Here the $(i,j)$ notation implies a discretization of the spatial domain; we are going to evaluate this model predictions on a raster grid.
In fact, we introduced a discretization already at the neural network training stage, but we make it explicit here.

In [None]:
import pyro
from pyro.nn import PyroModule, PyroSample
import pyro.distributions as dist
from pyro.infer import  MCMC, NUTS
from pyro import poutine


class ProbRasterLatent(PyroModule):
    def __init__(
            self,
            process_predictor: "nn.Module",
            dims = (256,256),
            latent_dims = (16,16),
            interpolation = "bilinear",
            prior_scale = 0.01,
            obs_scale = 0.01,):
        super().__init__()
        self.dims = dims
        if latent_dims is None:
            latent_dims = dims
        self.latent_dims = latent_dims
        self.interpolation = interpolation
        self.prior_scale = prior_scale
        self.obs_scale = obs_scale
        self.process_predictor = process_predictor
        process_predictor.train(False)
        ## Do not fit the process predictor weights
        for param in self.process_predictor.parameters():
            param.requires_grad = False
        self.latent = PyroSample(dist.Normal(0, 0.01).expand(latent_dims).to_event(2))

    def get_latent(self):
        if self.latent_dims==self.dims:
            return self.latent.unsqueeze(0)
        l =  F.interpolate(
            self.latent.unsqueeze(0).unsqueeze(0),
            self.dims,
            mode=self.interpolation
        ).squeeze(0) #squeeze/unsqueeze is because of weird interpolate semantics
        return l

    def forward(self, X, y=None):
        #overwrite process predictor batch with my own latent
        mean = self.process_predictor({
            'x': X,
            'latent': self.get_latent(),
        })['forecast'].squeeze(-1)
        # print("mean", mean.shape)
        o = pyro.sample(
            "obs", dist.Normal(mean, self.obs_scale).to_event(2),
            obs=y)
        # print("o", o)
        return o


In [None]:
obs = dict_as_tensor(get_obs(data, 0, 2, y=True))

model = ProbRasterLatent(
    process_predictor.to(device),
    dims=obs['x'].shape[1:3],
    prior_scale=0.01,
    obs_scale=0.01,
)
trace = poutine.trace(model).get_trace(obs['x'], obs['y'])
print(trace.format_shapes())

model.to(device)
nuts_kernel = NUTS(model, full_mass=False, max_tree_depth=5, jit_compile=True) # high performacne config

mcmc = MCMC(nuts_kernel, num_samples=20, warmup_steps=10, num_chains=1)
mcmc.run(obs['x'], obs['y'])
mc_samples = {k: v.detach().cpu().numpy() for k, v in mcmc.get_samples().items()}


Note that this probabilistic model is not particularly clever.

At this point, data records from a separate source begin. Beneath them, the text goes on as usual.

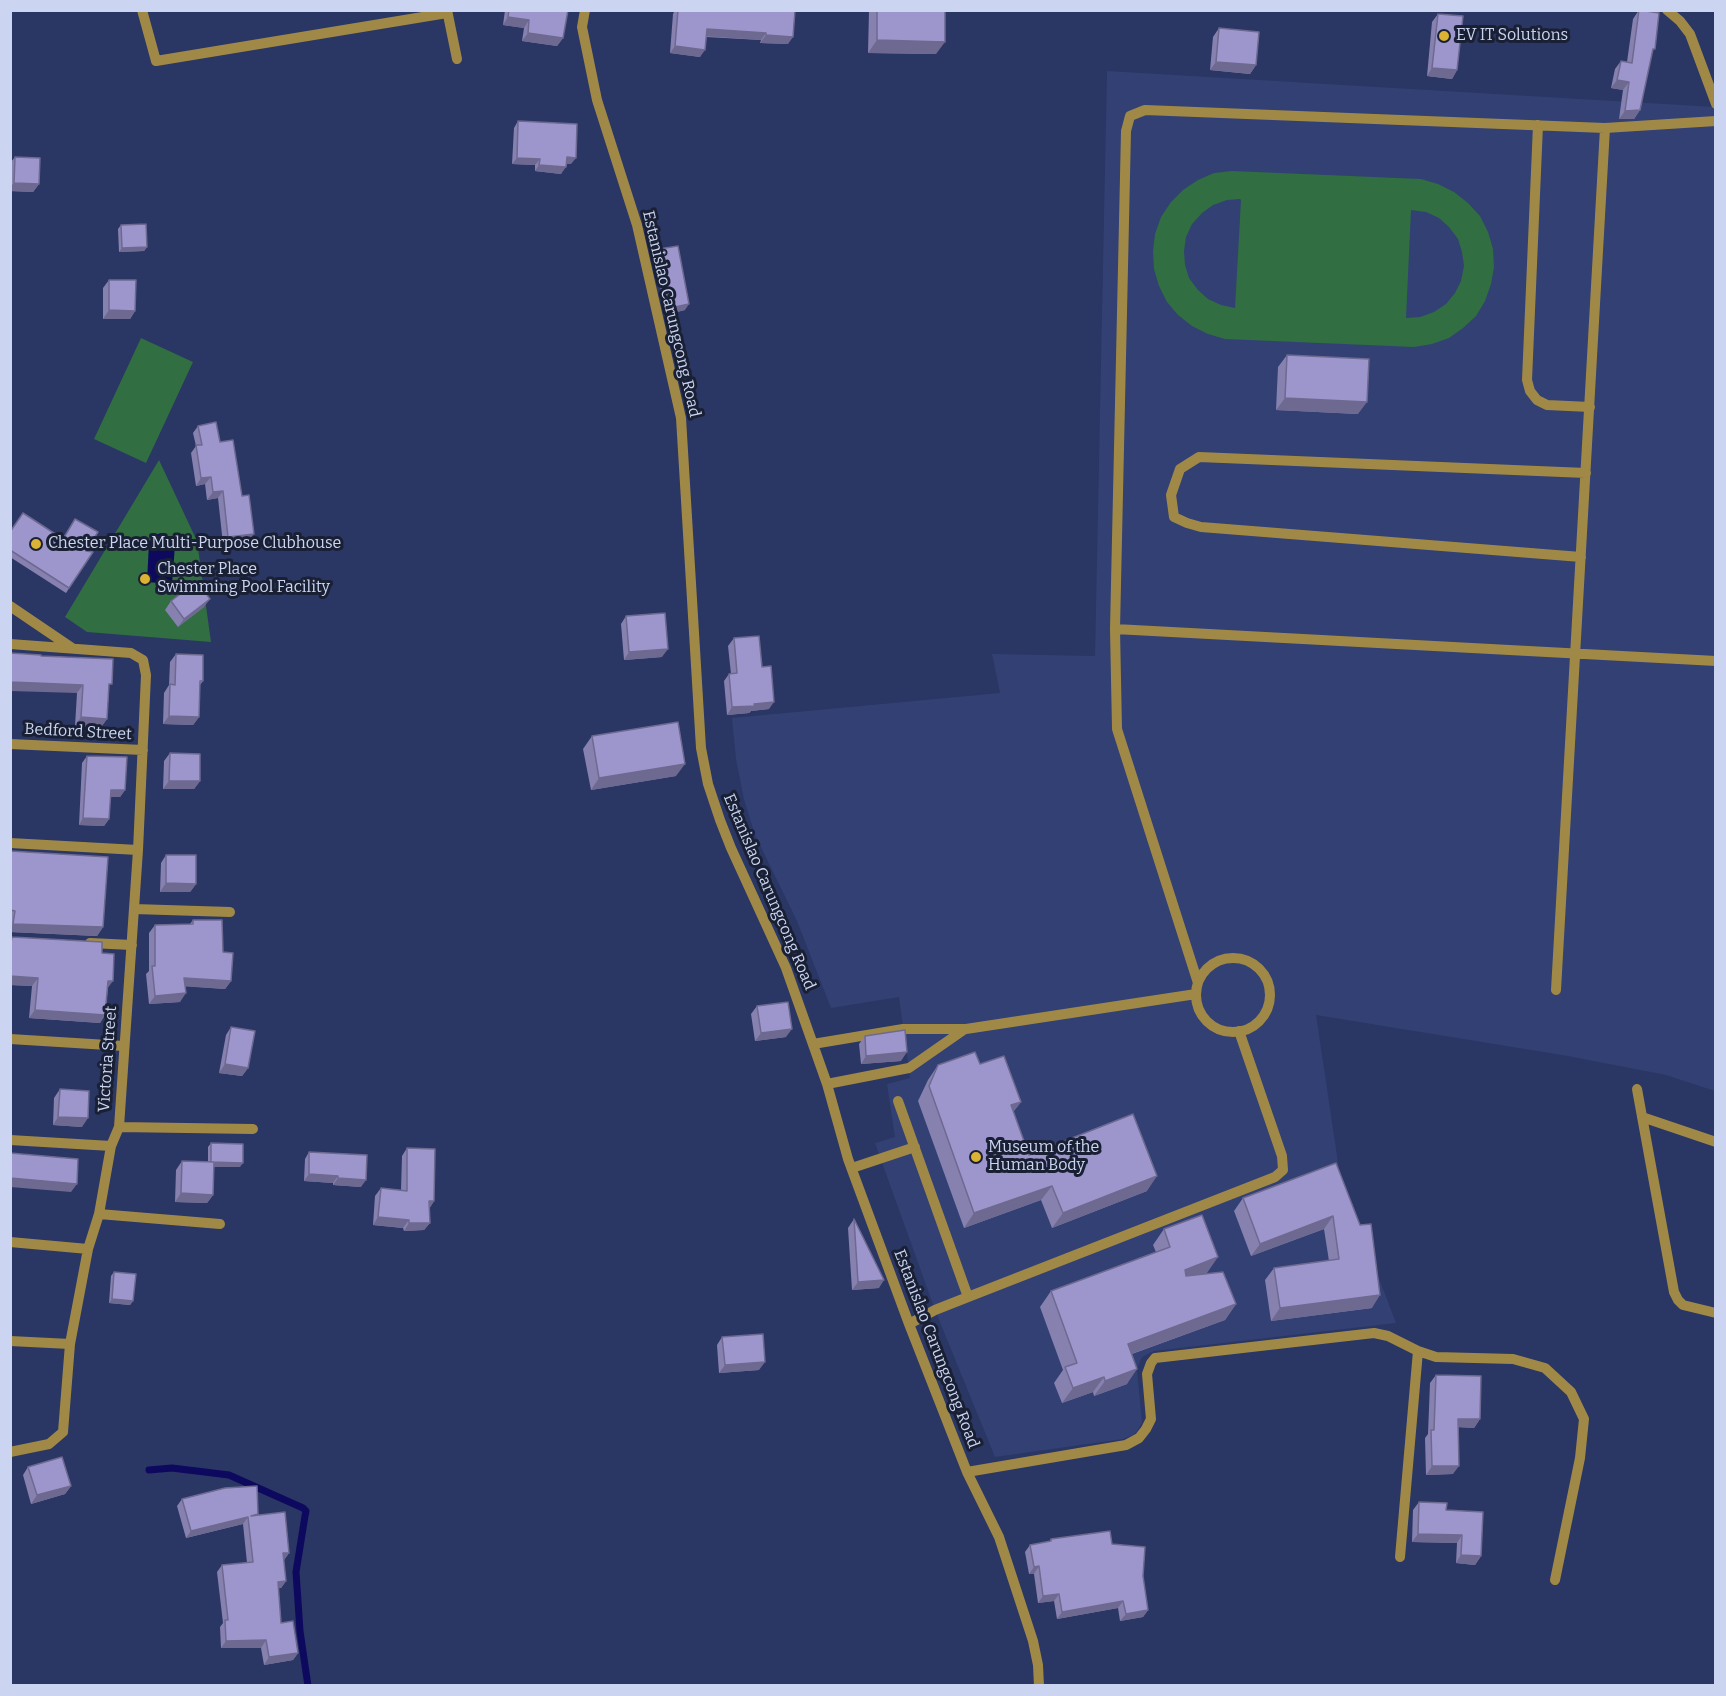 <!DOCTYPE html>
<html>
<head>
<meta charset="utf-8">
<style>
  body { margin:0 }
  #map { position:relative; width:1726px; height:1696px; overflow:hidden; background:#2a3664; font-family:Bitter,serif }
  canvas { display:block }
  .frame { position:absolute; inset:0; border:12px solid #cbd5f1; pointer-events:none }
</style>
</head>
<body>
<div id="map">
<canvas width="1726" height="1696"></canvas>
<div class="frame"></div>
</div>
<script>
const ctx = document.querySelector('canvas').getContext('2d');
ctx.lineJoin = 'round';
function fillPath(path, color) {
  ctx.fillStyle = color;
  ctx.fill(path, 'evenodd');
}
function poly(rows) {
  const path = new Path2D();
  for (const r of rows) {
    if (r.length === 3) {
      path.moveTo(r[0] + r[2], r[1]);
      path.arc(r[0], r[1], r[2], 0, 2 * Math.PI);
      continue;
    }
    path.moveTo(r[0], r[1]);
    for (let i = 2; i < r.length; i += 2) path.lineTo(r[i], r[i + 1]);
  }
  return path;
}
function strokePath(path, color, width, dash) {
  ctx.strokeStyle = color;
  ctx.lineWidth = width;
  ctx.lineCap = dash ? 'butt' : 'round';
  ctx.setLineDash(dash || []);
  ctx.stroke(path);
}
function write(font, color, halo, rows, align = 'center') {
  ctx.font = font + ' Bitter,serif';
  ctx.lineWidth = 6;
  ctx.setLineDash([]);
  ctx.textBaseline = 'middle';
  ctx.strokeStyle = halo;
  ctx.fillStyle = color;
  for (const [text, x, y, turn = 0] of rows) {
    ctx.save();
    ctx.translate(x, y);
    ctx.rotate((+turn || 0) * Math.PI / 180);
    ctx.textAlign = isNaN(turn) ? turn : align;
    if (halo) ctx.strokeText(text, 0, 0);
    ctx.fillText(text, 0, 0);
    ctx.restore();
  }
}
fillPath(poly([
  [1107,71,1715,107,1715,1091,1666,1075,1568,1056,1316,1015,1340,1176,1396,1323,1154,1351,1142,1357,1137,1369,1142,1423,1135,1434,1123,1439,995,1457,935,1310,875,1143,895,1137,887,1084,910,1078,899,997,831,1008,797,921,755,835,744,799,736,759,732,718,1000,693,992,654,1095,656]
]), '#324074');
fillPath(poly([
  [1232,171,1421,179,1438,184,1454,192,1468,203,1480,216,1488,232,1493,249,1494,267,1491,284,1485,301,1476,316,1463,328,1449,338,1432,344,1414,347,1225,339,1208,334,1192,326,1178,315,1167,302,1159,286,1154,269,1153,251,1155,234,1161,217,1171,202,1183,190,1198,180,1214,173],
  [1240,199,1241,200,1235,308,1221,305,1208,299,1198,290,1189,278,1185,265,1184,251,1186,237,1192,224,1202,213,1213,205,1227,200],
  [1411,210,1426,212,1439,218,1449,227,1458,239,1462,252,1464,266,1461,281,1455,293,1446,304,1434,312,1420,317,1406,318],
  [141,338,193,362,146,463,94,439],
  [159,460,197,541,211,642,87,632,65,617]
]), '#316e41');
fillPath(poly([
  [161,533,172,538,175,545,172,584,147,582,149,543,153,536]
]), '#0d095f');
strokePath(poly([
  [149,1470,172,1468,229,1475,303,1508,306,1511,305,1516,296,1572,300,1631,308,1686]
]), '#0d095f', 7);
strokePath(poly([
  [142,10,156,61,447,13],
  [447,10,457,59],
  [585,10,582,27,597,100,637,225,681,418,701,748,708,784,720,820,731,848,786,968,827,1084,848,1159,909,1324,967,1472,999,1537,1033,1641,1038,1665,1039,1686],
  [1667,10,1680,21,1690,34,1716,104],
  [1538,125,1527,380,1530,391,1537,400,1547,405,1590,407],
  [1581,557,1201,527,1187,523,1174,517,1171,495,1180,469,1199,457,1586,473],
  [10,606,72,648],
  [1115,629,1716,661],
  [10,644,131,653,143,660,146,675,138,850,119,1127,111,1146,99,1214,88,1249,70,1344,63,1432,49,1444,10,1452],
  [10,744,143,750],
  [10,843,138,850],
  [134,909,230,912],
  [90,943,132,945],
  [1233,995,37],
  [1198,983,1117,729,1115,629,1126,131,1130,116,1145,110,1605,128,1716,121],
  [1556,990,1605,128],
  [10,1039,124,1046],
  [813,1044,903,1029,966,1029,1196,994],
  [827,1084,909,1068,965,1029],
  [1637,1089,1674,1292,1678,1300,1683,1305,1716,1313],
  [898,1101,968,1297],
  [1642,1117,1716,1142],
  [119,1127,253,1129],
  [10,1140,111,1146],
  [852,1168,915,1147],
  [99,1214,220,1224],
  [10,1242,88,1249],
  [909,1324,935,1310,968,1297,1275,1177,1283,1170,1282,1156,1239,1031],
  [10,1341,70,1344],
  [1418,1351,1436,1357,1513,1359,1545,1368,1571,1392,1584,1419,1580,1458,1555,1580],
  [967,1472,1126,1445,1139,1438,1146,1429,1151,1419,1147,1374,1151,1363,1155,1358,1374,1333,1388,1336,1418,1351,1400,1557]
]), '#a08947', 10);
fillPath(poly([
  [505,10,568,10,563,38,557,46,522,41,524,28,503,25],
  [675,10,795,10,788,44,760,43,761,40,706,37,700,57,670,53,673,14],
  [869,10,945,10,936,54,868,53],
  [1639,10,1652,52,1640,110,1634,119,1619,119,1623,90,1611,88,1615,69,1621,61,1627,62,1633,19],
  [1438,14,1457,70,1452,79,1427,76,1432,22],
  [1219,28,1256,65,1250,74,1210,70,1213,37],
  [518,121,571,164,566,164,561,174,535,171,535,165,512,164,514,128],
  [15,157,39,184,33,192,10,191,10,163],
  [121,225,147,247,144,251,119,252,118,229],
  [659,249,685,310,665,315,655,256],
  [109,280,135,311,130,319,103,319,103,288],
  [1287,355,1358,414,1276,410,1278,367],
  [198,426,220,442,248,541,223,544,218,498,207,500,205,484,196,486,191,453,196,446,193,433],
  [10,532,86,551,93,552,66,593,10,557],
  [171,601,204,607,178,627,165,610],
  [626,616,662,657,624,660,621,624],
  [734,638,762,667,769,709,751,711,749,713,727,715,724,681,729,674,731,674,728,646],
  [176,654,203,681,200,685,199,717,193,725,163,724,164,693,169,685,170,662],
  [41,656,109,689,107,719,101,727,75,726,77,693],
  [592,736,676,776,591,790,583,749],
  [170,753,200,781,194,789,163,789,164,761],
  [87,756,125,790,120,797,110,797,109,819,104,826,79,825,82,763],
  [10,851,103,927,97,936,10,932],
  [166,855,196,884,190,892,160,892,161,863],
  [193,920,223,952,231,981,225,989,185,986,180,1002,149,1004,146,974,149,971,149,933,155,925,190,924],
  [12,937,102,953,108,988,105,1015,100,1023,29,1018,32,986,10,985,10,939],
  [757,1006,786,1037,755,1041,751,1014],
  [231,1027,248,1068,242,1076,219,1073,226,1035],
  [865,1036,901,1061,861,1064,859,1044],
  [980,1064,1021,1102,1013,1112,1029,1155,1147,1191,1052,1228,1041,1200,964,1228,918,1101,928,1080,938,1065],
  [60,1089,82,1127,53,1125,54,1098],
  [211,1143,240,1167,214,1167,213,1195,207,1203,175,1202,176,1170,182,1161,208,1162,208,1147],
  [407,1148,434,1201,429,1209,430,1223,424,1230,404,1231,403,1228,373,1225,375,1196,381,1188,401,1190,402,1156],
  [309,1152,361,1187,333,1185,333,1183,304,1181,305,1159],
  [1336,1163,1372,1308,1271,1321,1265,1280,1274,1268,1329,1261,1324,1229,1251,1256,1234,1211,1243,1198],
  [854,1219,879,1288,852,1290,848,1228],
  [1164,1229,1207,1273,1203,1274,1236,1304,1225,1320,1132,1354,1127,1384,1094,1396,1093,1392,1062,1403,1054,1383,1063,1370,1040,1307,1051,1291,1156,1252,1153,1245],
  [114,1272,133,1301,130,1305,109,1303,111,1276],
  [722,1337,759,1370,719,1373,717,1345],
  [1436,1375,1480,1419,1474,1428,1459,1427,1453,1474,1426,1475,1425,1438,1428,1434,1430,1383],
  [28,1467,71,1486,65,1494,31,1504,23,1475],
  [182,1499,258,1515,289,1553,284,1560,286,1581,281,1588,278,1588,281,1623,298,1653,293,1660,264,1665,261,1648,221,1648,220,1627,223,1623,217,1572,222,1565,247,1563,243,1524,186,1538,177,1506],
  [1419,1502,1446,1510,1481,1556,1475,1565,1456,1563,1457,1543,1412,1542,1413,1510],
  [1051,1539,1112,1544,1143,1576,1148,1610,1143,1617,1120,1621,1118,1608,1057,1619,1054,1601,1038,1603,1034,1574,1029,1574,1025,1552,1030,1545,1049,1542]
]), '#8781b0');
fillPath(poly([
  [508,17,529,20,524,28,503,25],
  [707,29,766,33,761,40,702,36],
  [528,33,563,38,557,46,522,41],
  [766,35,793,37,788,44,760,43],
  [877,40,945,42,936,54,868,53],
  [675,46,705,50,700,57,670,53],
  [1216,62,1256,65,1250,74,1210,70],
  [1432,68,1457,70,1452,79,1427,76],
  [1617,80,1629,82,1623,90,1611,88],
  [1640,110,1634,119,1619,119,1625,111],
  [567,157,576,158,571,164,562,164],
  [517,158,540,159,535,165,512,164],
  [539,165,566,167,561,174,535,171],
  [14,183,39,184,33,192,10,191,10,187],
  [147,247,144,251,119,252,122,248],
  [689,304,685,310,665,315,670,308],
  [109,310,135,311,130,319,103,319],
  [1285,398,1367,402,1358,414,1276,410],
  [211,477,205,484,196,486,201,478],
  [223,491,218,498,207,500,213,492],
  [254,534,248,541,223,544,228,537],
  [210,599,204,607,178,627,184,619],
  [668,649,662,657,624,660,629,652],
  [11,682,83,685,77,693,10,691],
  [774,702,769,709,751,711,749,713,727,715,732,707,754,704],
  [169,716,199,717,193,725,163,724],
  [81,717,107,719,101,727,75,726],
  [685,764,676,776,591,790,599,778],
  [169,781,200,781,194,789,163,789],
  [111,790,125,790,120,797,106,797],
  [83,818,109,819,104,826,79,825],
  [166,883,196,884,190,892,160,892],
  [13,924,103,927,97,936,10,932,10,928],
  [10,976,38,978,32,986,10,985],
  [184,978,231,981,225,989,178,986],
  [108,981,113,981,107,989],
  [186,993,180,1002,149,1004,155,996],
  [35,1010,105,1015,100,1023,29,1018],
  [792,1029,786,1037,755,1041,761,1033],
  [907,1052,901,1061,861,1064,866,1056],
  [225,1064,248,1068,242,1076,219,1073],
  [1021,1102,1010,1116,1011,1105],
  [58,1117,88,1118,82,1127,53,1125],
  [211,1162,243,1163,240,1167,208,1167],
  [309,1174,338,1176,333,1183,304,1181],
  [1157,1176,1147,1191,1052,1228,1063,1213],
  [10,1178,77,1184,71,1192,10,1187],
  [338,1178,366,1180,361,1187,333,1185],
  [1052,1186,1041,1200,964,1228,974,1213],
  [181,1193,213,1195,207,1203,175,1202],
  [429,1201,434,1201,429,1209],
  [1333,1216,1324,1229,1251,1256,1260,1244],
  [378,1217,409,1220,403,1228,373,1225],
  [409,1223,430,1223,424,1230,404,1231],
  [1218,1257,1207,1273,1174,1285,1185,1270],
  [884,1280,879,1288,852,1290,858,1282],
  [1380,1295,1372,1308,1271,1321,1280,1308],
  [112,1299,133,1301,130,1305,109,1303],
  [1236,1304,1225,1320,1117,1359,1128,1344],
  [765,1362,759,1370,719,1373,725,1365],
  [1137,1369,1127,1384,1094,1396,1105,1381],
  [1104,1377,1093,1392,1062,1403,1073,1388],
  [1458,1419,1480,1419,1474,1428,1453,1427],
  [1432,1466,1459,1466,1453,1474,1426,1475],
  [71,1486,65,1494,31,1504,37,1495],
  [248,1517,243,1524,186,1538,191,1531],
  [1418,1534,1462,1535,1457,1543,1412,1542],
  [283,1553,289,1553,284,1560],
  [1461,1555,1481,1556,1475,1565,1456,1563],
  [1039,1566,1034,1574,1029,1574,1034,1567],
  [286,1581,281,1588,272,1589,278,1582],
  [1059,1594,1054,1601,1038,1603,1043,1596],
  [1123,1601,1118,1608,1057,1619,1062,1612],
  [1148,1610,1143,1617,1120,1621,1126,1614],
  [266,1640,261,1648,221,1648,226,1641],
  [298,1653,293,1660,264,1665,269,1657]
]), '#6e6990');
const building = poly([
  [509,10,568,10,563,38,528,33,529,20,508,17,509,10],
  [678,10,795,10,793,37,766,35,766,33,707,29,705,50,675,46,678,10],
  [877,10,945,10,945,42,877,40,877,10],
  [1639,10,1659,13,1655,49,1653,49,1640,110,1625,111,1629,82,1617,80,1621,61,1632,63,1639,10],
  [1438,14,1463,16,1457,70,1432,68,1438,14],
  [1219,28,1259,32,1256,65,1216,62,1219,28],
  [518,121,577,124,576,158,567,157,566,167,539,165,540,159,517,158,518,121],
  [15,157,40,158,39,184,14,183,15,157],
  [146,224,147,247,122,248,121,225,146,224],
  [678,246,689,304,670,308,659,249,678,246],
  [109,280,136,280,135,311,109,310,109,280],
  [1287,355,1369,359,1367,402,1285,398,1287,355],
  [216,422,220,442,233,440,242,496,249,495,254,534,228,537,223,491,213,492,211,477,201,478,196,445,202,445,198,426,216,422],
  [23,513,63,539,75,519,98,532,86,551,93,552,69,588,10,550,10,532,23,513],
  [197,581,210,599,184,619,171,601,197,581],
  [665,613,668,649,629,652,626,616,665,613],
  [759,636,762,667,771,666,774,702,754,704,755,706,732,707,729,674,737,673,734,638,759,636],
  [10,653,41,655,41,656,113,659,112,684,109,684,107,719,81,717,83,685,11,682,10,653],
  [176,654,203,655,203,681,200,681,199,717,169,716,170,684,175,685,176,654],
  [678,722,685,764,599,778,592,736,678,722],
  [170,753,200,754,200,781,169,781,170,753],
  [87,756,127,757,125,790,111,790,109,819,83,818,87,756],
  [10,851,108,857,103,927,13,924,15,911,10,910,10,851],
  [166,855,196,855,196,884,166,883,166,855],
  [193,920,222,920,223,952,233,953,231,981,184,978,186,993,155,996,152,966,155,966,155,925,193,924,193,920],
  [12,937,102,942,102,953,114,954,113,981,108,981,105,1015,35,1010,38,978,10,976,10,948,12,937],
  [788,1002,792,1029,761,1033,757,1006,788,1002],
  [231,1027,255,1031,248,1068,225,1064,231,1027],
  [905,1030,907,1052,866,1056,865,1036,905,1030],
  [975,1052,980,1064,1004,1056,1021,1102,1011,1105,1029,1155,1133,1114,1157,1176,1063,1213,1052,1186,974,1213,929,1086,938,1065,975,1052],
  [60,1089,89,1091,88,1118,58,1117,60,1089],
  [211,1143,243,1144,243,1163,211,1162,211,1143],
  [407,1148,435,1149,434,1201,429,1201,430,1223,409,1223,409,1220,378,1217,381,1188,407,1191,407,1148],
  [309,1152,367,1155,366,1180,338,1178,338,1176,309,1174,309,1152],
  [10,1153,78,1159,77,1184,10,1178,10,1153],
  [182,1161,214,1162,213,1195,181,1193,182,1161],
  [1336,1163,1360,1225,1371,1224,1380,1295,1280,1308,1274,1268,1339,1259,1333,1216,1260,1244,1243,1198,1336,1163],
  [1202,1215,1218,1257,1185,1270,1186,1276,1223,1272,1236,1304,1128,1344,1137,1369,1105,1381,1104,1377,1073,1388,1065,1367,1077,1363,1051,1291,1170,1247,1164,1229,1202,1215],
  [854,1219,884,1280,858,1282,854,1219],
  [114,1272,136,1274,133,1301,112,1299,114,1272],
  [763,1334,765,1362,725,1365,722,1337,763,1334],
  [1436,1375,1481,1376,1480,1419,1458,1419,1459,1466,1432,1466,1431,1430,1434,1430,1436,1375],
  [62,1457,71,1486,37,1495,28,1467,62,1457],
  [257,1486,258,1514,251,1516,285,1512,289,1553,283,1553,286,1581,278,1582,281,1623,293,1621,298,1653,269,1657,266,1640,226,1641,225,1620,228,1620,222,1565,253,1562,248,1517,191,1531,182,1499,225,1488,257,1486],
  [1419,1502,1447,1503,1446,1510,1483,1512,1481,1556,1461,1555,1462,1535,1418,1534,1419,1502],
  [1110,1531,1112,1544,1145,1547,1143,1576,1148,1610,1126,1614,1123,1601,1062,1612,1059,1594,1043,1596,1039,1566,1034,1567,1030,1545,1051,1541,1051,1539,1110,1531]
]);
fillPath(building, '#9d96cd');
strokePath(building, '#6e6990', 1.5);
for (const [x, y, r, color] of [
  [1444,36,6,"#dbb233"],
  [36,544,6,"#dbb233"],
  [145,579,6,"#dbb233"],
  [976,1157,6,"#dbb233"]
]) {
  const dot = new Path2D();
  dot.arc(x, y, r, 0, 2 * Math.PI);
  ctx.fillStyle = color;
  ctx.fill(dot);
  strokePath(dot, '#1a2034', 2);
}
write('16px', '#cbd5f1', '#1a2034', [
  ["EV IT Solutions",1456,36],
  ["Chester Place Multi-Purpose Clubhouse",48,544],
  ["Chester Place",157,570],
  ["Swimming Pool Facility",157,588],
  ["Museum of the",988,1148],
  ["Human Body",988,1166]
], 'left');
write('16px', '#cbd5f1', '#1a2034', [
  ["Estanislao Carungcong Road",671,314,77],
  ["Bedford Street",78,732,3],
  ["Estanislao Carungcong Road",769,892,67],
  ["Victoria Street",108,1059,-86],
  ["Estanislao Carungcong Road",936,1349,69]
]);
</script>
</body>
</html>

Would the latent forcing field be well-approximated by i.i.d. Gaussian noise? Probably not. But nonetheless the sample from this field are at least less weird than the non-probabilistic version.

In [None]:
multi_img_plot_batch(mc_samples['latent'], interpolation="bilinear", interval=3);

Additionally, if we take the mean over these samples, we get something that looks more like our target estimand:

In [None]:
img_plot(mc_samples['latent'].mean(0), interpolation="bilinear");

As a reminder, this is the answer we would ideally like to recover

In [None]:
img_plot(get_obs(data, 0, -1)['latent']);

With a little image processing we can compare these images with that error heatmap as before

In [None]:
posterior_mean = F.interpolate(
    mcmc.get_samples()['latent'].mean(0).unsqueeze(0).unsqueeze(0),
    (256,256),
    mode='bilinear').squeeze(0).squeeze(0).detach().cpu().numpy()
target = get_obs(data, 0, -1)['latent'].squeeze(0)
err = posterior_mean - target
multi_heatmap(
    [target, posterior_mean, err],
    ["Target", "Posterior mean", "Error"])
plt.show();

We can probably do better than this.

1. HMC is a good default MCMC algorithm, but probably in this case we could try Gibbs sampling to see if it is faster.
2. uncorrelated Gaussian noise is not plausible for such a model; we could assume some correlation structure for the latent field.
3. this raster grid basis is a little silly. We have reason to suspect that a Fourier basis would be better; however, complex numbers are not well supported by pyro, so I didn't have time to implement all that we needed.